From the listing below, restate word for word the lines from the line containing "I am building" down through the line containing "What data does". Exclude pictures.

● Data for this exercise:
•••
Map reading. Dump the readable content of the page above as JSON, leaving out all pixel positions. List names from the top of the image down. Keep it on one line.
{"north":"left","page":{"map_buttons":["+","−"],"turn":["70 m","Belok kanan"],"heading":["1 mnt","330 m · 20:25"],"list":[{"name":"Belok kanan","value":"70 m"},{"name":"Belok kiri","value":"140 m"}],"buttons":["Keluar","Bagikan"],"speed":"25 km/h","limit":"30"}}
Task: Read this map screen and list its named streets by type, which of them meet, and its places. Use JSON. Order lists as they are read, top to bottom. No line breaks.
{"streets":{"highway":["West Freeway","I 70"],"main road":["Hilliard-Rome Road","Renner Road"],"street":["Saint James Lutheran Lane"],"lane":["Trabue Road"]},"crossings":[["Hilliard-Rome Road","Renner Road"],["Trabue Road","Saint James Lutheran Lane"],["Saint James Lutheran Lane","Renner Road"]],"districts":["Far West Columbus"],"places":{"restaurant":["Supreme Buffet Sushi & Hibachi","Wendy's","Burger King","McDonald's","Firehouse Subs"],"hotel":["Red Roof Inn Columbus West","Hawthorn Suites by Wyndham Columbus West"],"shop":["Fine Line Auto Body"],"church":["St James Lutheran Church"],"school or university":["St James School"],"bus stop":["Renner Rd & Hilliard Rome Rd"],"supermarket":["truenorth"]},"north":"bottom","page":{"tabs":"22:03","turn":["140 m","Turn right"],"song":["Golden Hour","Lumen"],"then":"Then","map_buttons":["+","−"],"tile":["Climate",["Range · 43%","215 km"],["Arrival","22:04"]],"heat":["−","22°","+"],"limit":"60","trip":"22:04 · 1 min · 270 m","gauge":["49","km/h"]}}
•••
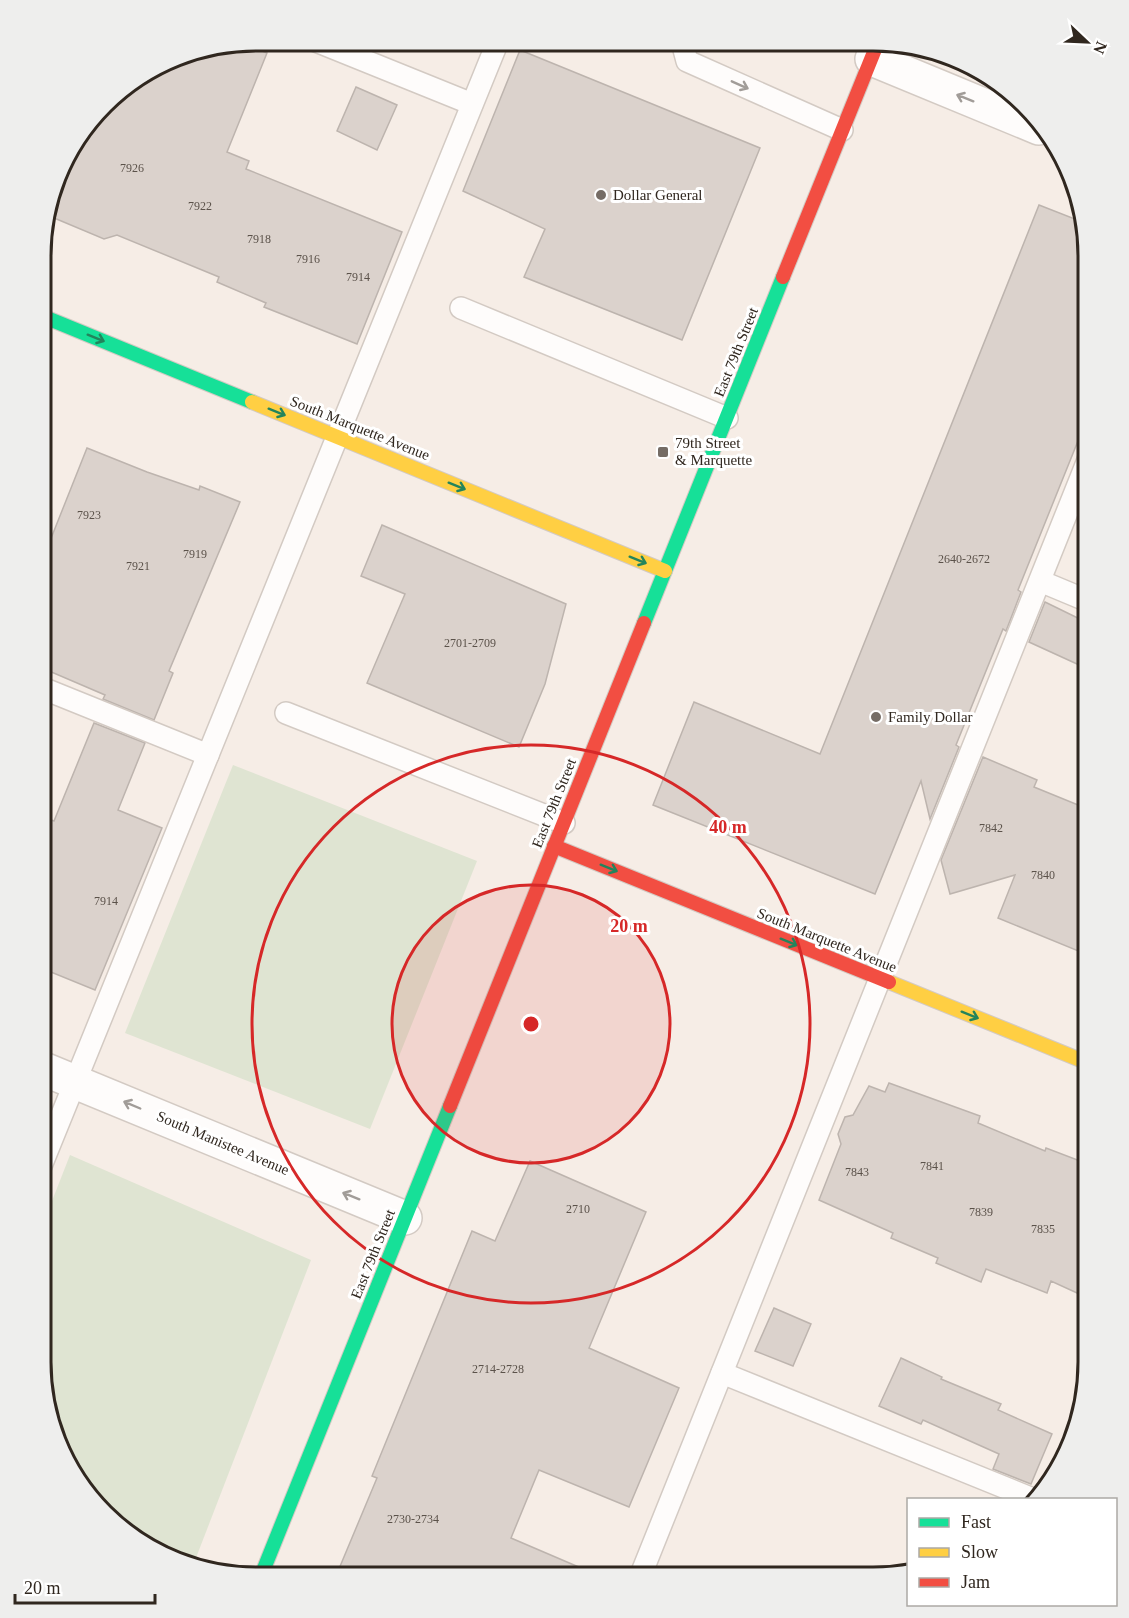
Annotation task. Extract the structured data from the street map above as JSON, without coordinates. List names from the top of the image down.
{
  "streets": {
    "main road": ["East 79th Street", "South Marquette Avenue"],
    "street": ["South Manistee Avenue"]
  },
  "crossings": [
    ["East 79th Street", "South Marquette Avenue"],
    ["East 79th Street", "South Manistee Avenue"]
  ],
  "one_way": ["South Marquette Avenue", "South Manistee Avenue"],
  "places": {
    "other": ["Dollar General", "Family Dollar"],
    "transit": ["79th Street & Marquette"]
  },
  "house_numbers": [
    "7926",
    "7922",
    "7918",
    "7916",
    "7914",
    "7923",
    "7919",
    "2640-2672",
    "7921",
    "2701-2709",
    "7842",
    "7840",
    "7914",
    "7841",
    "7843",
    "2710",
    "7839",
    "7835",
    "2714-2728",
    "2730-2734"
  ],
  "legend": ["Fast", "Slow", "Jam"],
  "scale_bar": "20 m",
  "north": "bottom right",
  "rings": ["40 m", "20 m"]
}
•••
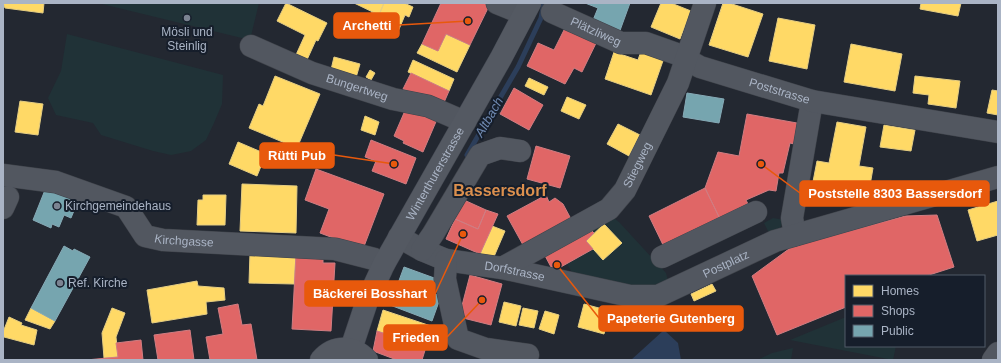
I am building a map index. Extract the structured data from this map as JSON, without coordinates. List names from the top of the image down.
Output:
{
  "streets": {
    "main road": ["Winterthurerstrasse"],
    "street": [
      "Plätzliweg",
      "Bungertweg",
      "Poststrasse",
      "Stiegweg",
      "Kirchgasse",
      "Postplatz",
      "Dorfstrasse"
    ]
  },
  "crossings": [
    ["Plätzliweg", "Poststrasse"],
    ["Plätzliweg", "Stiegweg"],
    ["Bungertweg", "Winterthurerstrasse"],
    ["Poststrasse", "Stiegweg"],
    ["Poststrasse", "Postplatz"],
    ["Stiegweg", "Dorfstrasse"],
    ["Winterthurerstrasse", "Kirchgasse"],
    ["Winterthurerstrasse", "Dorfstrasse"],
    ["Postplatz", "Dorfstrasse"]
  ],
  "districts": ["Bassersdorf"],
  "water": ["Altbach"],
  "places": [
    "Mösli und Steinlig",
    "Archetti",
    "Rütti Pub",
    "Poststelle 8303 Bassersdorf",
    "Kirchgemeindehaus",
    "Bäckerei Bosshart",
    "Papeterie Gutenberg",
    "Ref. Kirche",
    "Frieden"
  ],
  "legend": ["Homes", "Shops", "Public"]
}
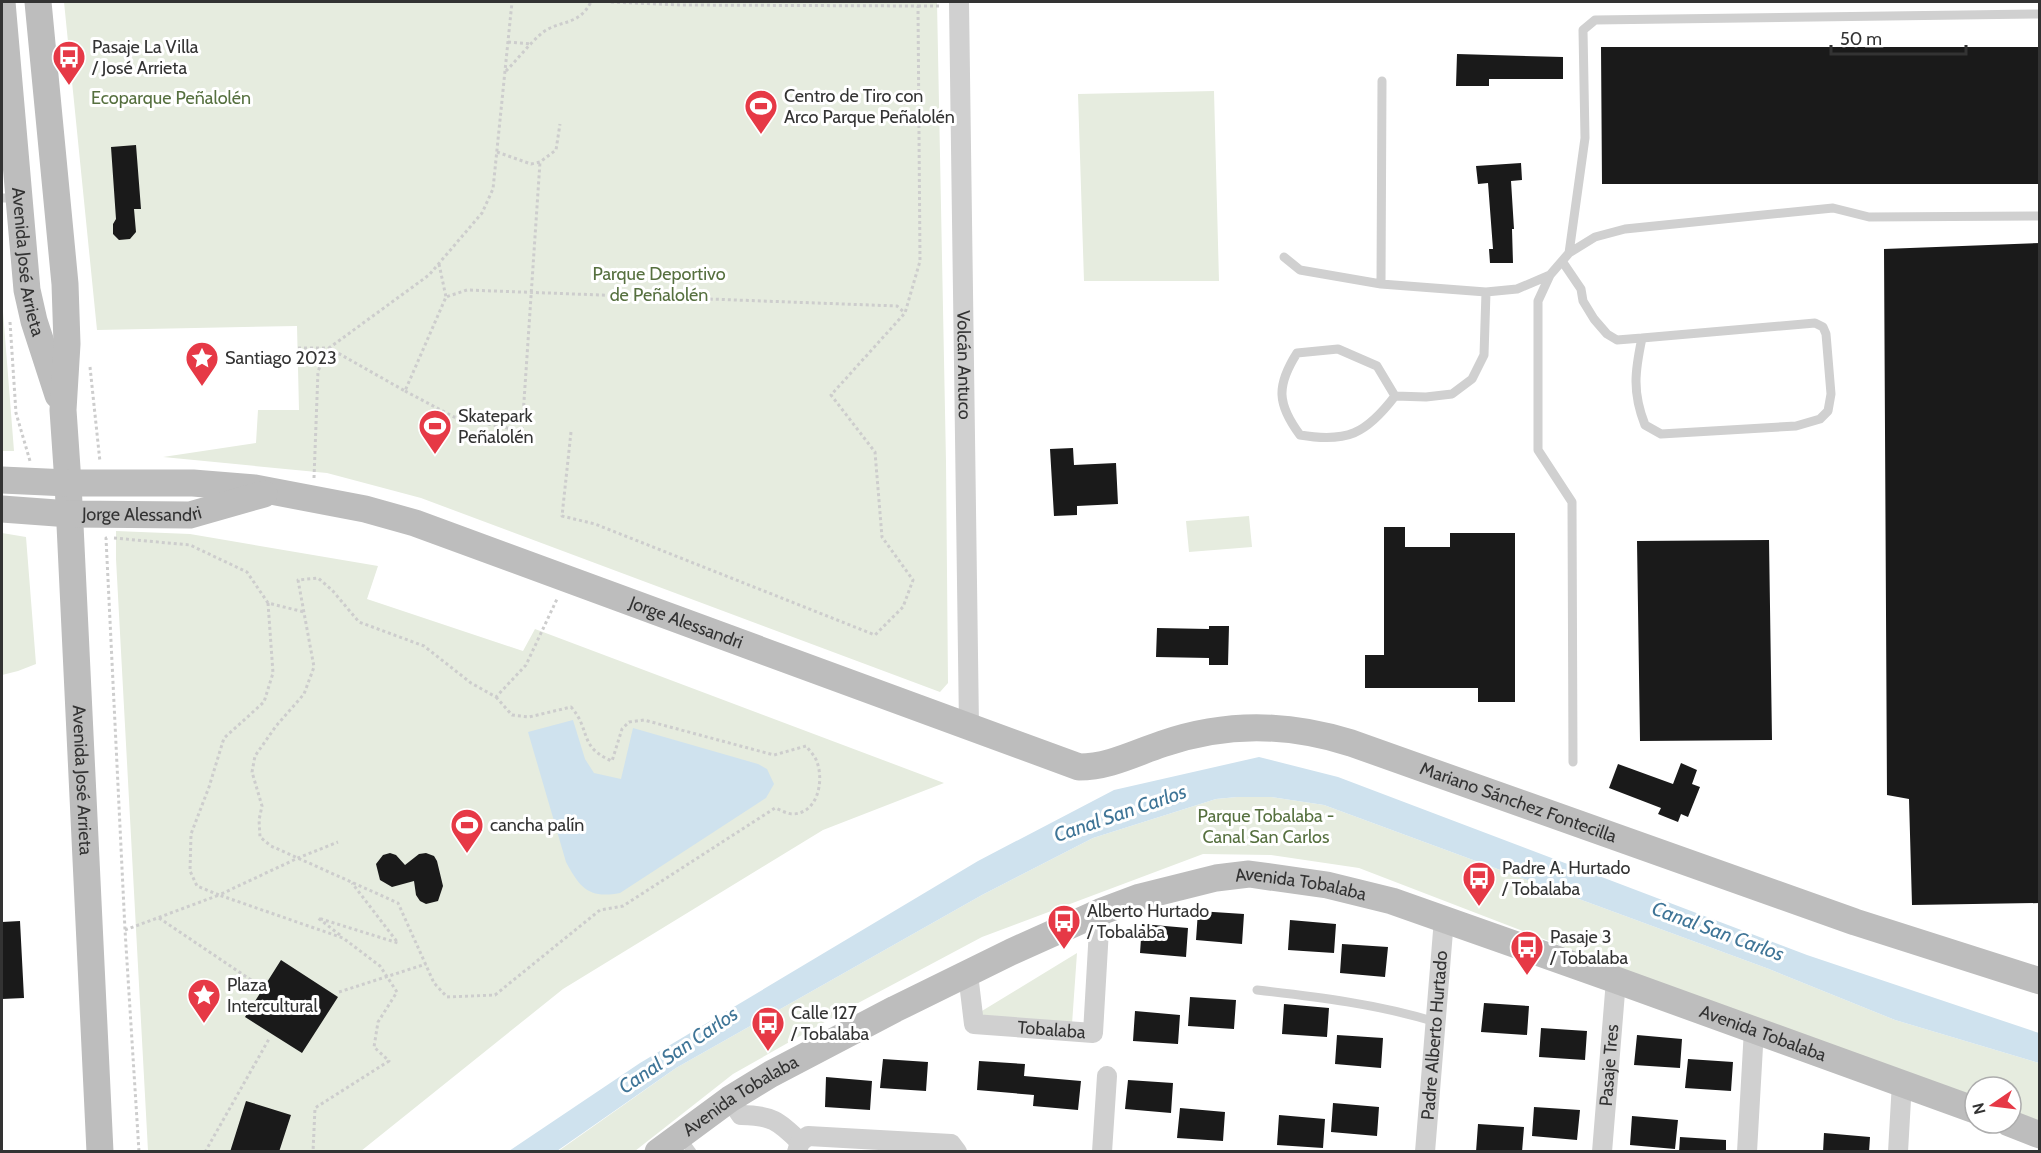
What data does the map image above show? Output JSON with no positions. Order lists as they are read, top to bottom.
•••
● Result of the task:
I am building a map index. Extract the structured data from this map as JSON, without coordinates. List names from the top of the image down.
Output:
{
  "streets": {
    "main road": ["Winterthurerstrasse"],
    "street": [
      "Plätzliweg",
      "Bungertweg",
      "Poststrasse",
      "Stiegweg",
      "Kirchgasse",
      "Postplatz",
      "Dorfstrasse"
    ]
  },
  "crossings": [
    ["Plätzliweg", "Poststrasse"],
    ["Plätzliweg", "Stiegweg"],
    ["Bungertweg", "Winterthurerstrasse"],
    ["Poststrasse", "Stiegweg"],
    ["Poststrasse", "Postplatz"],
    ["Stiegweg", "Dorfstrasse"],
    ["Winterthurerstrasse", "Kirchgasse"],
    ["Winterthurerstrasse", "Dorfstrasse"],
    ["Postplatz", "Dorfstrasse"]
  ],
  "districts": ["Bassersdorf"],
  "water": ["Altbach"],
  "places": [
    "Mösli und Steinlig",
    "Archetti",
    "Rütti Pub",
    "Poststelle 8303 Bassersdorf",
    "Kirchgemeindehaus",
    "Bäckerei Bosshart",
    "Papeterie Gutenberg",
    "Ref. Kirche",
    "Frieden"
  ],
  "legend": ["Homes", "Shops", "Public"]
}
What data does the map image above show? Output JSON with no positions. Order lists as they are read, top to bottom.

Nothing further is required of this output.